Poster Child

Artist Ila Rose makes her mark with the 2016 Oregon Country Fair poster

Ila Rose with her first public mural in the Whiteaker at 5th Alley and Blair Boulevard
Ila Rose with her first public mural in the Whiteaker at 5th Alley and Blair BoulevardPhoto by Athena Delene

The Oregon Country Fair poster is as much of an institution as the Fair itself. Around May each year, the OCF poster committee reveals the winning design and, like a harbinger of summer, it becomes increasingly ubiquitous, pinned to bulletin boards and taped to storefronts around the region.

Artist Ila Rose had submitted work to the committee in the past, to no avail. This year, she nabbed the commission — in a year that, according to the poster committee, had a record-breaking number of submissions.

The timing seems right. Rose (née Ila Kriegh) grew up in Eugene and, after leaving home to suss out the art scenes of Portland and San Diego, she’s returned, and seems primed to make a mark in her hometown.

“It’s a big deal,” Rose says of the OCF poster commission. She sits in a gravel parking lot in the Whiteaker where the juicy colors of a mural she’s working on pop behind her. The mural is another local commission -— this one for the Whiteaker Community Art Team. The consummate artist, her jeans, arms and face are speckled with paint.

“I’m from Eugene. My art totally fits the vibe. I relate to the land and environment.”

Rose is right. Her concepts lean trippy, spiritual and environmental. Flora and fauna are prominent but, while fitting the local vibe, Rose also elevates a Eugene aesthetic that often falls into an echo chamber of decoration and craft. The work Rose creates is sophisticated, haunting, ethereal. There’s urgency to it, evoking a feeling that this artist will have things to say with her brush for years to come.

“Painting is something I’m compelled to do,” Rose says. “I wouldn’t be myself if I wasn’t painting.”

And it’s this community that has helped cultivate her career, Rose says. Her family embraced her as an artist from a young age, and she credits her fifth grade teacher Merrill Watrous, with whom she remains close, for encouraging her to pursue it.

Even while chatting in the Whiteaker parking lot, local artist Kiki Metzler — a mentor, or as Rose puts it, her “artist mamma” — stops by to check on the mural’s progress.

And the list of community partners who donated scaffolding, food and time is too long rattle off here.
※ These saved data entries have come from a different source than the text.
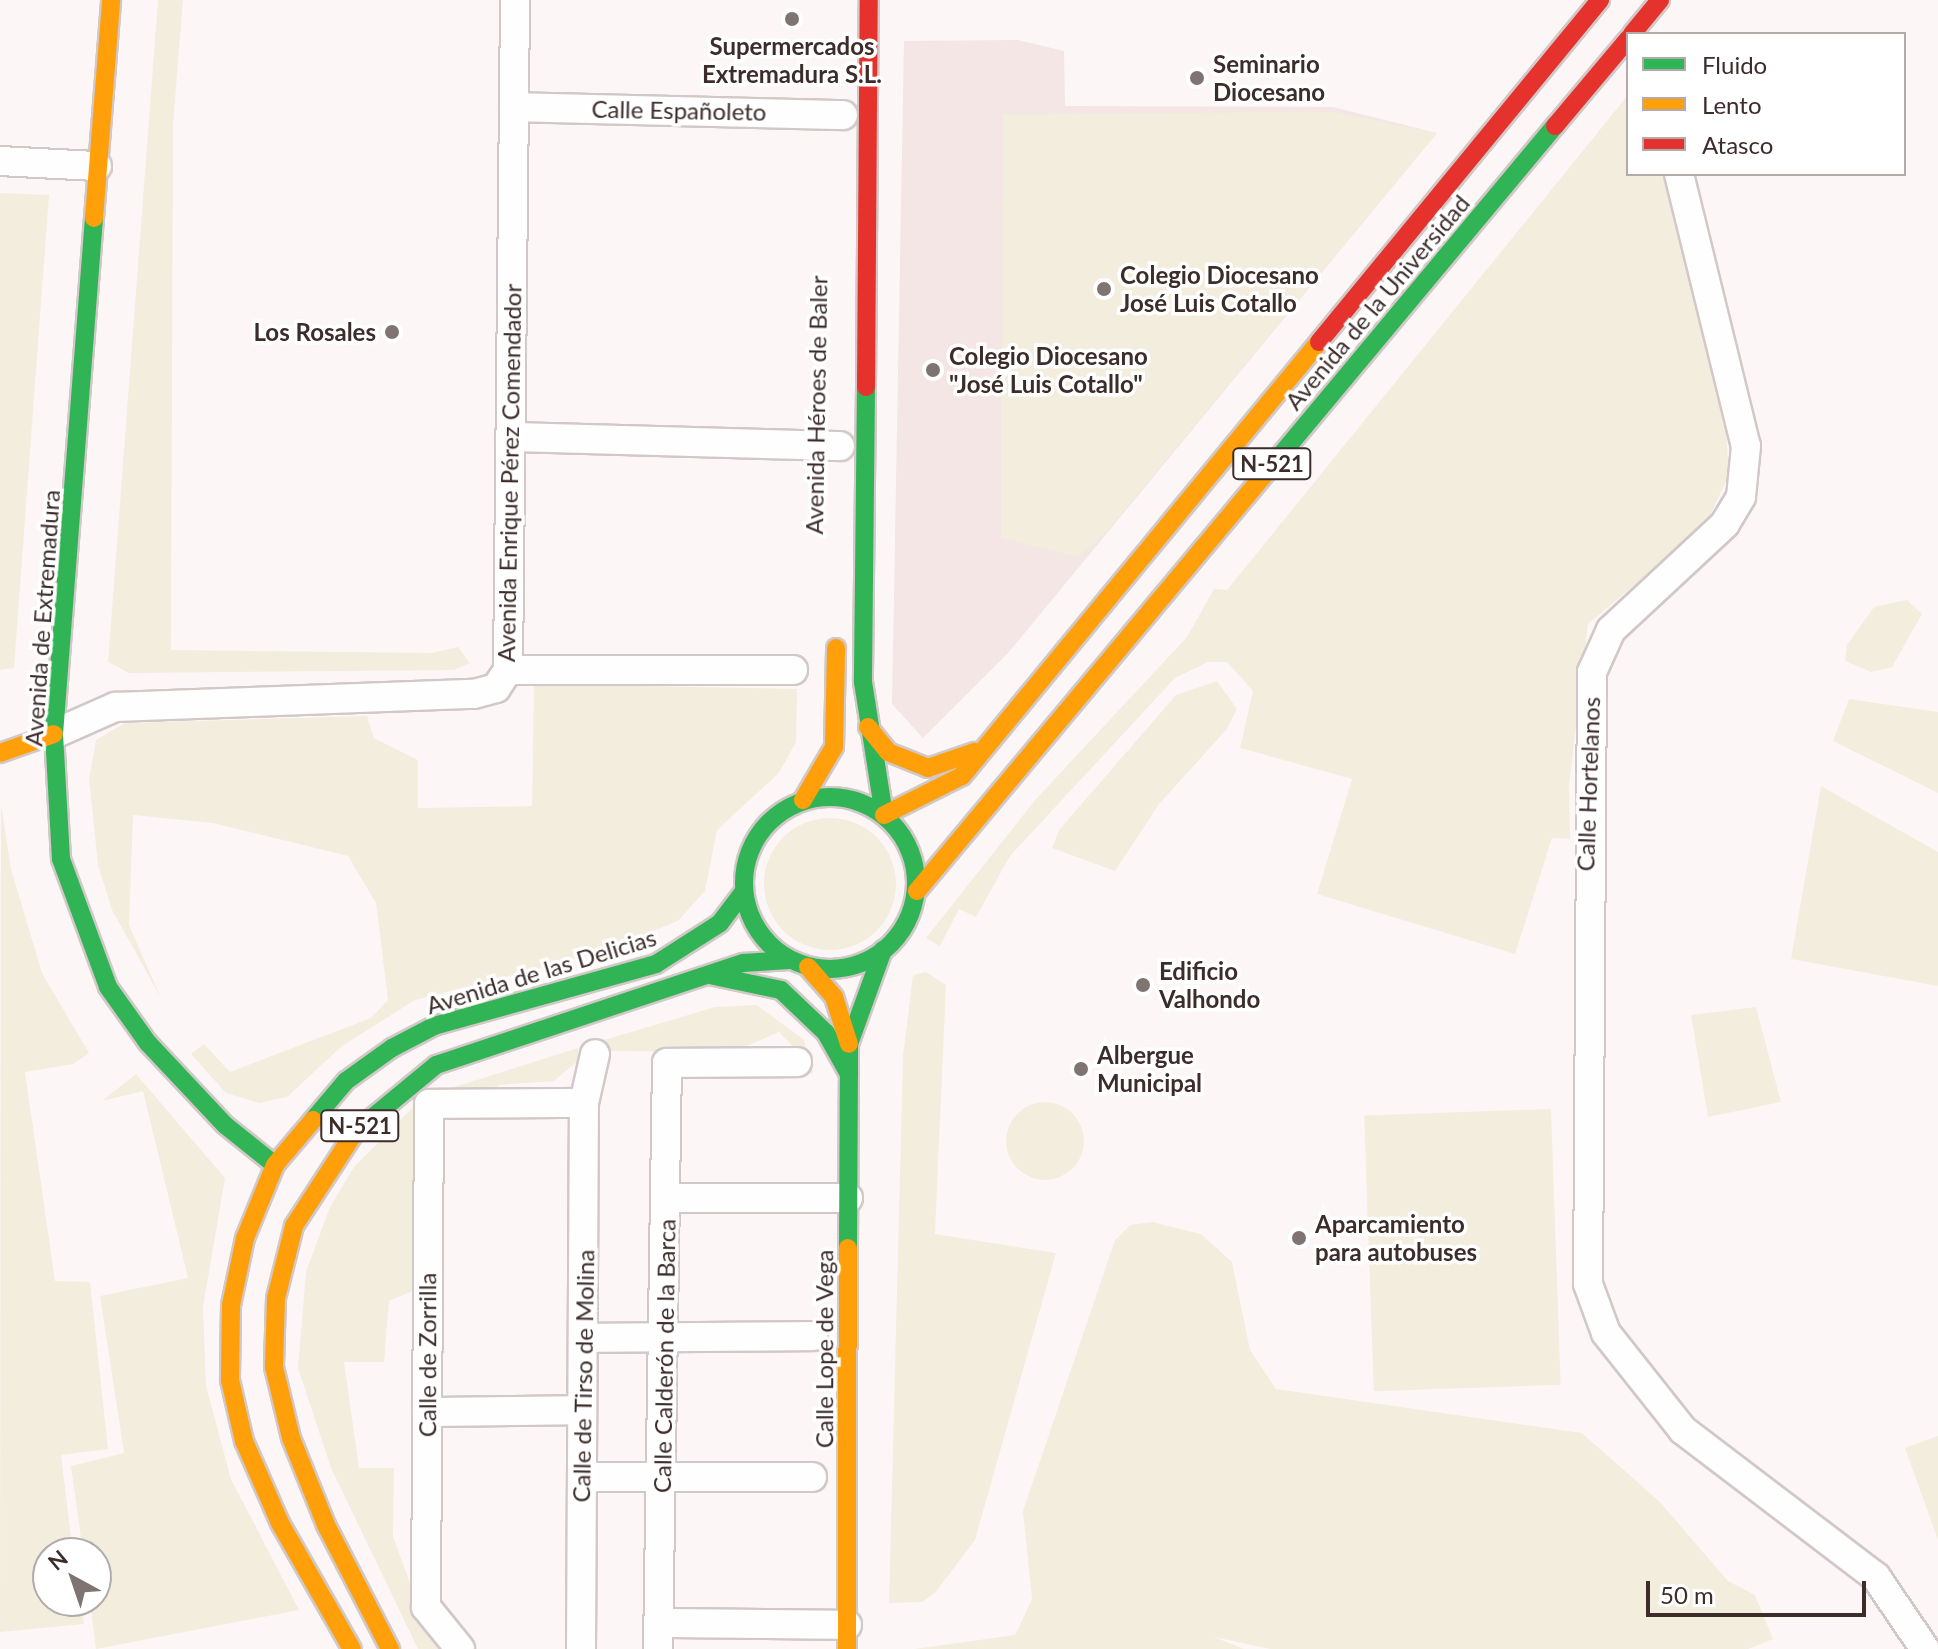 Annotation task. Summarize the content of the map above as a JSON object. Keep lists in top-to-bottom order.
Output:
{
  "streets": {
    "main road": [
      "Avenida de la Universidad",
      "Avenida Héroes de Baler",
      "N-521",
      "Avenida de Extremadura",
      "Avenida de las Delicias",
      "Calle Lope de Vega"
    ],
    "street": [
      "Calle Españoleto",
      "Avenida Enrique Pérez Comendador",
      "Calle Hortelanos",
      "Calle de Zorrilla",
      "Calle Calderón de la Barca",
      "Calle de Tirso de Molina"
    ]
  },
  "crossings": [
    ["Calle Españoleto", "Avenida Enrique Pérez Comendador"],
    ["Avenida de la Universidad", "Avenida Héroes de Baler"],
    ["Avenida de la Universidad", "N-521"],
    ["Avenida de la Universidad", "Avenida de las Delicias"],
    ["Avenida de la Universidad", "Calle Lope de Vega"],
    ["Avenida Héroes de Baler", "N-521"],
    ["Avenida Héroes de Baler", "Avenida de las Delicias"],
    ["Avenida Héroes de Baler", "Calle Lope de Vega"],
    ["N-521", "Avenida de las Delicias"],
    ["N-521", "Calle Lope de Vega"],
    ["Avenida Enrique Pérez Comendador", "Avenida de Extremadura"],
    ["Avenida de Extremadura", "Avenida de las Delicias"],
    ["Avenida de las Delicias", "Calle Lope de Vega"],
    ["Calle de Zorrilla", "Calle de Tirso de Molina"]
  ],
  "places": [
    "Supermercados Extremadura S.L.",
    "Seminario Diocesano",
    "Colegio Diocesano José Luis Cotallo",
    "Los Rosales",
    "Colegio Diocesano \"José Luis Cotallo\"",
    "Edificio Valhondo",
    "Albergue Municipal",
    "Aparcamiento para autobuses"
  ],
  "legend": ["Fluido", "Lento", "Atasco"],
  "scale_bar": "50 m",
  "north": "top left"
}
Rose says some of the neighborhood’s homeless people have brought food, helped move equipment and generally kept her company. They also guarded the mural, she says, after someone spray-painted a large tag on it that she had to fix.

Fellow artists Nathan Vieland, Wendy Kai, Bayne Gardner and the Whiteaker Community Art Team helped prep and paint the wall. Metzler and fellow muralist Kari Johnson, another of Rose’s artist mammas, helped brainstorm the concept.
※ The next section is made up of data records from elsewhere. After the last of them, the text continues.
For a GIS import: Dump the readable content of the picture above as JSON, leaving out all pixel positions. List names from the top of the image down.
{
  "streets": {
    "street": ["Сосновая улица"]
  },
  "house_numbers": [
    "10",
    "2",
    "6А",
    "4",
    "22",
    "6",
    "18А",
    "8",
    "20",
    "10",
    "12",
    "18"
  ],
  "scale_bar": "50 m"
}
Metzler’s daughter, Kia Metzler, is Rose’s “artist sister” and another confidante in creativity. The two may (wink wink) make a secret appearance in the OCF poster, in which Rose painted in acrylic a hybrid heron-dragon clenching in its blue, leathery talons that iconic peach. She’s drawn to dualities, darkness and light — a common theme in her work — she says of the creature, as well as the reclined figure in the mural.

In the background, Rose — who doesn’t describe herself as “Fair Family” but has been attending OCF since she was a child — captures perfectly the hazy, dust-filled sunshine that hangs over the paths of the fairgrounds, undulating with bodies.
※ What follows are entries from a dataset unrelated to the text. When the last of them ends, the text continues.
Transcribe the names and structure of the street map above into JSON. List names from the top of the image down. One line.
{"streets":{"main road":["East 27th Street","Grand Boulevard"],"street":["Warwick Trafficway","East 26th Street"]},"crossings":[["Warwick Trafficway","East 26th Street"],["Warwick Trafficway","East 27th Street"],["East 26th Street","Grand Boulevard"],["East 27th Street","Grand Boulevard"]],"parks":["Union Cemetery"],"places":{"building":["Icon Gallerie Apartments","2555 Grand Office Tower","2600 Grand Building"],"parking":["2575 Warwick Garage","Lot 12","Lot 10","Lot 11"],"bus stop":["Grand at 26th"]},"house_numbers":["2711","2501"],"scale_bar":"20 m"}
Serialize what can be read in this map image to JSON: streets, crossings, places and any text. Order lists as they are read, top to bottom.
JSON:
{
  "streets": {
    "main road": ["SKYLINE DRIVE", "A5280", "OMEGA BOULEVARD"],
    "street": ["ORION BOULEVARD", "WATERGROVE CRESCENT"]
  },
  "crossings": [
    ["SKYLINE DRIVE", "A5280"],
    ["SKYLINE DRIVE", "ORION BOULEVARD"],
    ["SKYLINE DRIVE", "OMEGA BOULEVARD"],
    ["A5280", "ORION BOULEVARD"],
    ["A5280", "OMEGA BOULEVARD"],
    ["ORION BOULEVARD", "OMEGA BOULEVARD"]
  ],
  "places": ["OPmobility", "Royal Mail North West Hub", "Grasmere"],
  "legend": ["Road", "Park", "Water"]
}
Looking at the poster, it’s clear that summer, and Rose, have not only returned, they’ve arrived.

 Ila Rose will be signing posters at the Oregon Country Fair where the original acrylic painting of the OCF poster will be on auction. Rose is also preparing new work for her solo September show, “Coniunctio,” opening Sept. 9 at Portland’s Rising Room Gallery. See more of Rose’s work at ilarose.com.